Valerie Azlynn - JULIA
Kevin Sorbo - DER FREMDE
Alicia Leigh - JESSICA

Regie : P. J. PETTIETTE


FSK ab 18 Jahren = cut / Spio JK = uncut

USA Plakat Bild

Ein Mann und eine Frau haben sich über das Internet zu einem Treffen verabredet und nun sitzen beide in einem Restaurant. Sie unterhalten sich und dann hat JULIA, so der Name dieser Blondine, plötzlich keine Lust mehr mit dem FREMDEN zu sprechen und geht! Kaum im Auto, wird sie von den FREMDEN attackiert und er zwingt sie zu seiner Autowerkstattshalle zu fahren. Wie sich herausstellt handelt es sich bei diesen FREMDEN um einen Serienkiller, der Frauen alles andere als freundlich zugetan ist und auch schon einige auf dem Gewissen hat, indem er sie drangsalierte, missbrauchte, folterte und umbrachte!

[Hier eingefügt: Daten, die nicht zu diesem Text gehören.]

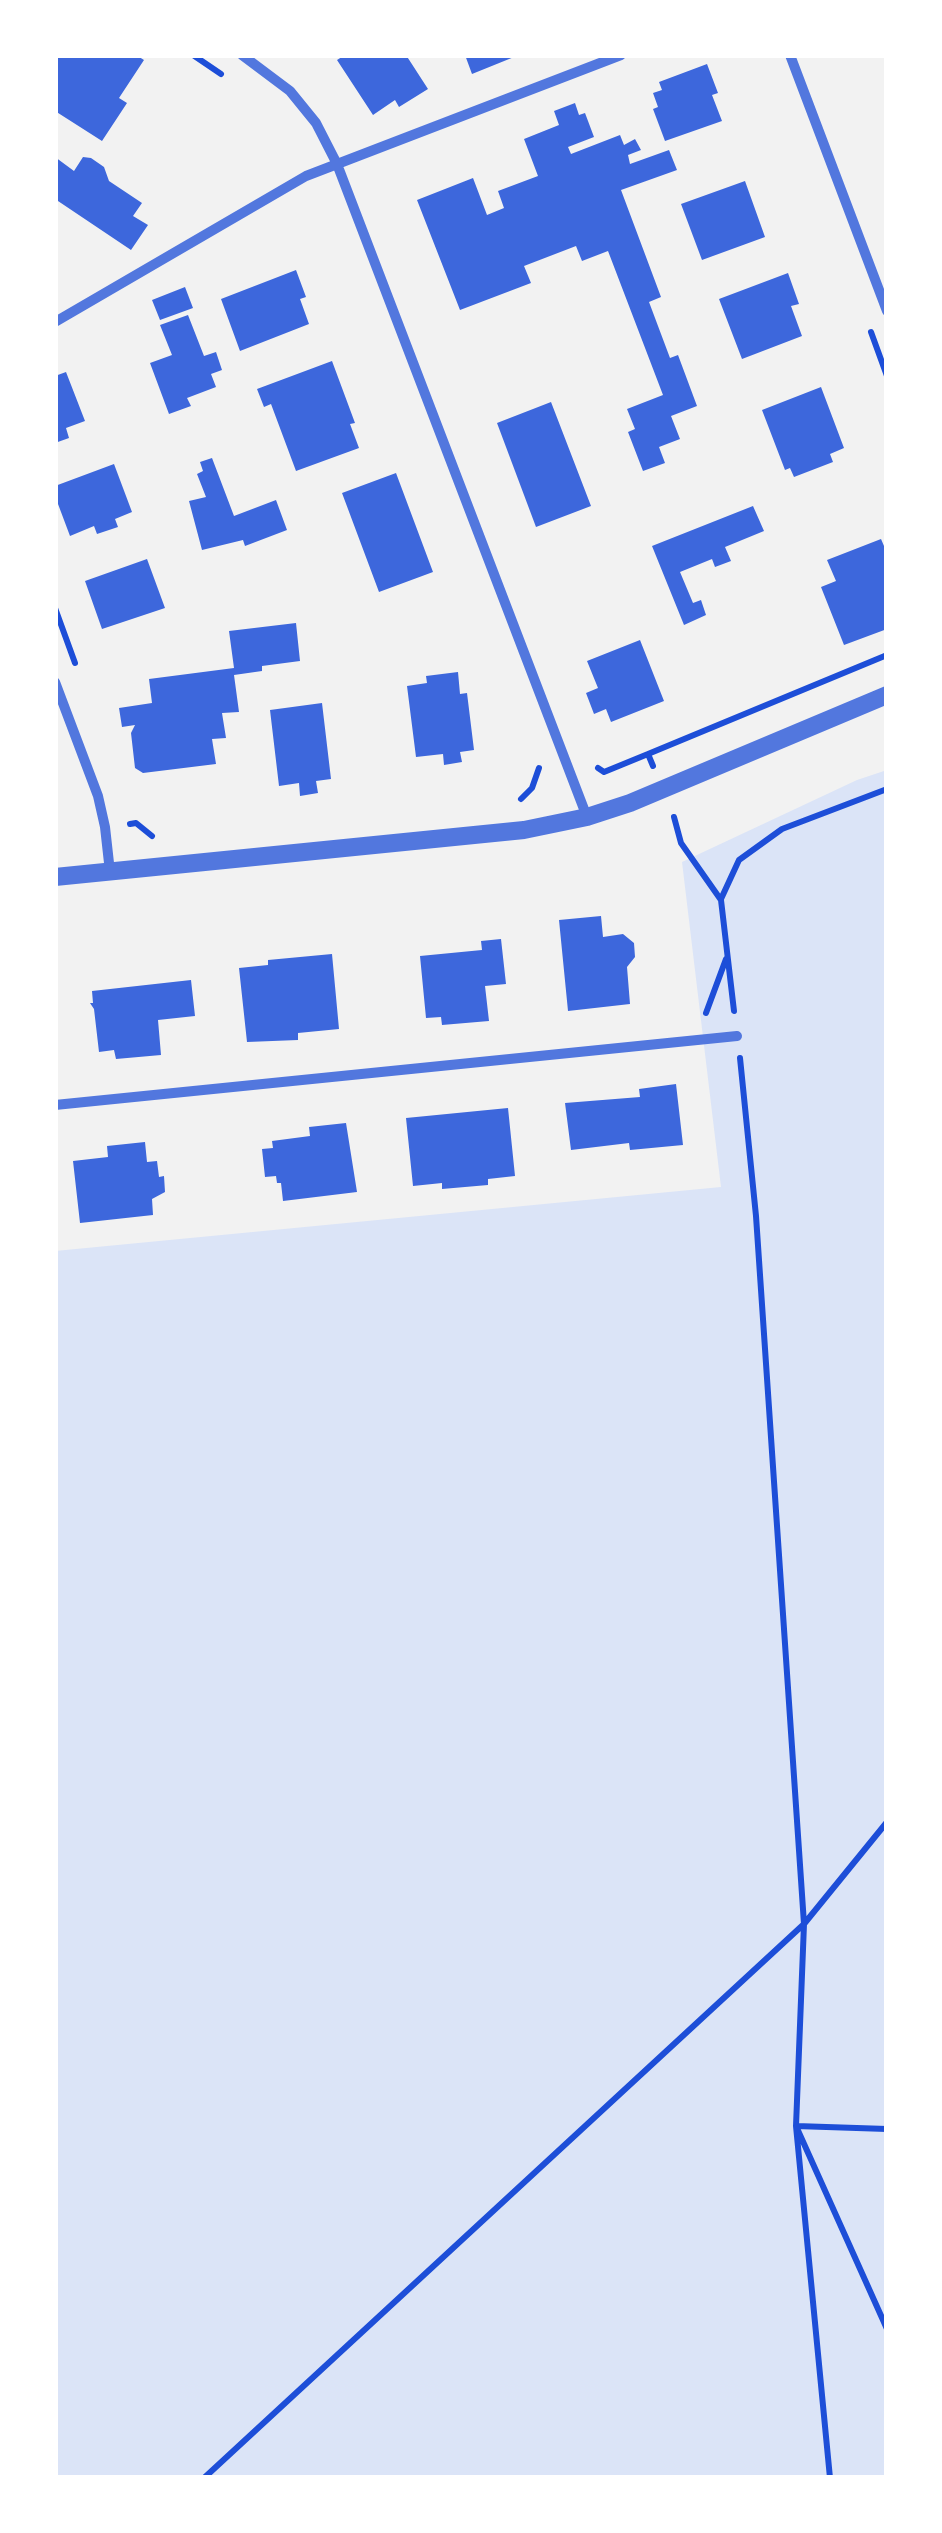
<!DOCTYPE html>
<style>
body{margin:0}
#map{position:relative;width:942px;height:2533px;overflow:hidden;background:#f2f2f2;font-family:"PT Sans",sans-serif}
canvas{display:block}
.frame{position:absolute;inset:0;border:58px solid #fff;pointer-events:none}
</style>
<div id="map">
<canvas width="942" height="2533"></canvas>
<div class="frame"></div>
</div>
<script>
const ctx = document.querySelector('canvas').getContext('2d');
ctx.lineJoin = 'round';
function fill(path, color) { ctx.fillStyle = color; ctx.fill(path, 'evenodd'); }
const poly = rows => new Path2D(rows.map(r => 'M' + r).join(''));
function strokePath(path, color, width, dash) { ctx.strokeStyle = color; ctx.lineWidth = width; ctx.lineCap = dash ? 'butt' : 'round'; ctx.setLineDash(dash || []); ctx.stroke(path); }
fill(poly([
 [887,770,887,2478,55,2478,55,1251,721,1187,682,862,857,780]
]), '#dbe4f7');
fill(poly([
 [57,55,136,55,144,60,119,98,127,103,102,141,55,111],
 [345,55,406,55,428,89,399,107,395,100,373,115,337,60],
 [465,55,519,55,472,74],
 [707,64,718,93,712,95,722,121,665,141,653,109,658,107,653,93,662,90,659,82],
 [575,103,579,115,585,113,594,137,568,147,571,154,620,135,624,145,635,139,641,150,628,155,630,164,669,150,677,170,621,190,661,297,649,302,670,358,678,355,697,406,671,416,680,439,659,447,665,463,643,471,628,432,635,429,627,409,663,395,608,251,582,261,576,246,524,266,531,283,460,310,417,200,473,178,487,215,504,208,498,191,538,176,524,139,559,125,554,111],
 [55,157,74,171,83,157,91,158,104,167,109,181,142,203,133,216,148,225,131,250,55,199],
 [745,181,765,237,702,260,681,204],
 [296,270,306,297,300,299,309,324,240,351,221,299],
 [788,273,799,304,791,306,802,336,742,359,719,299],
 [185,287,193,308,160,320,152,300],
 [188,315,204,356,216,352,222,370,211,374,216,387,187,398,191,406,169,414,150,363,172,355,160,325],
 [332,361,355,423,350,424,359,448,296,471,271,404,264,407,257,389],
 [66,372,85,421,66,428,69,438,55,443,55,376],
 [821,387,844,448,830,454,833,462,794,477,790,468,785,470,762,410],
 [551,402,591,506,536,527,497,423],
 [212,458,234,516,276,500,287,530,245,546,243,540,202,550,189,501,206,497,197,474,203,471,200,462],
 [114,464,132,512,115,519,118,527,97,534,94,526,70,536,55,496,55,486],
 [396,473,433,572,379,592,342,493],
 [753,506,764,531,725,547,731,561,715,567,712,559,680,572,693,603,701,600,706,615,684,625,652,546],
 [881,539,887,553,887,629,844,645,821,587,836,581,827,560],
 [147,559,165,608,102,629,85,581],
 [296,623,300,661,262,666,262,671,234,675,239,712,222,713,226,738,212,739,216,764,143,773,135,768,131,733,135,725,122,727,119,708,152,703,149,679,234,668,229,631],
 [640,640,664,701,611,722,606,709,594,714,586,693,598,688,587,661],
 [458,672,460,694,467,693,474,750,460,752,462,762,444,765,443,754,416,757,407,686,427,683,426,676],
 [322,703,331,779,316,781,318,793,300,796,299,783,279,786,270,710],
 [601,916,603,937,623,934,634,943,635,957,627,967,630,1004,568,1011,559,920],
 [501,939,506,984,485,986,489,1021,442,1025,441,1017,426,1018,420,956,482,950,481,941],
 [332,954,339,1029,298,1033,298,1040,247,1042,239,968,268,965,268,960],
 [191,980,195,1016,158,1020,161,1055,116,1059,114,1050,99,1052,94,1009,90,1003,93,1003,92,991],
 [676,1084,683,1145,630,1150,629,1143,571,1150,565,1103,640,1097,639,1089],
 [508,1108,515,1176,488,1179,488,1185,442,1189,442,1183,413,1186,406,1118],
 [346,1123,357,1192,283,1201,281,1183,277,1183,276,1176,265,1177,262,1149,273,1148,272,1141,310,1136,309,1127],
 [145,1142,147,1162,157,1161,159,1177,164,1176,165,1192,152,1199,153,1215,80,1223,73,1161,108,1157,107,1146]
]), '#3d67dc');
strokePath(poly([
 [193,55,221,74],
 [871,332,887,376],
 [55,608,75,663],
 [648,754,887,655],
 [598,768,604,772,648,754,653,766],
 [521,799,532,788,539,768],
 [674,817,681,843,721,900,734,1011],
 [130,824,136,823,152,836],
 [721,899,739,860,782,829,887,789],
 [706,1013,726,959],
 [740,1058,756,1216,804,1924,796,2126,887,2329],
 [204,2478,804,1924,887,1822],
 [830,2478,796,2126,887,2129]
]), '#1d4ed8', 6);
strokePath(poly([
 [242,55,290,91,316,123,337,164,587,817],
 [790,55,887,311],
 [55,322,306,176,621,55],
 [55,682,98,796,105,827,110,872],
 [55,1105,737,1036]
]), '#5277de', 10);
strokePath(poly([
 [55,877,524,830,587,817,630,803,887,695]
]), '#5277de', 18);
</script>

JULIA wehrt sich gegen ihn, kann kurz fliehen, wird aber wieder gefangen und sogleich brennt er ihr mit einem Brannteisen ein X auf ihren Hintern ein! JULIA wird ohnmächtig und wird zusammen mit einer weiteren Frauenleiche von dem FREMDEN in seinem Lieferwagen in eine entlegende Gegend gefahren, wo er die tote Frau entsorgt, aber währendessen kann JULIA wieder fliehen und nach gegenseitigen Schlägen und Verletzungen, die sich beide zufügen, kann JULIA den FREMDEN überwältigen! Sogleich darauf taucht ein Wagen auf, in dem ihre Schwester JESSICA sitzt und transportieren den FREMDEN zu sich nach Hause!

Bei diesen beiden Damen handelt es sich ebenfalls um sadistische Serientäterinnen, die widerum Männern, alles andere als zugetan sind und auch schon einige auf dem Gewissen haben! Somit treffen hier unwissender Weise männliche und weibliche Serienkiller aufeinander und es beginnt ein ziemlich blutiges Katz- und Maus-Spiel!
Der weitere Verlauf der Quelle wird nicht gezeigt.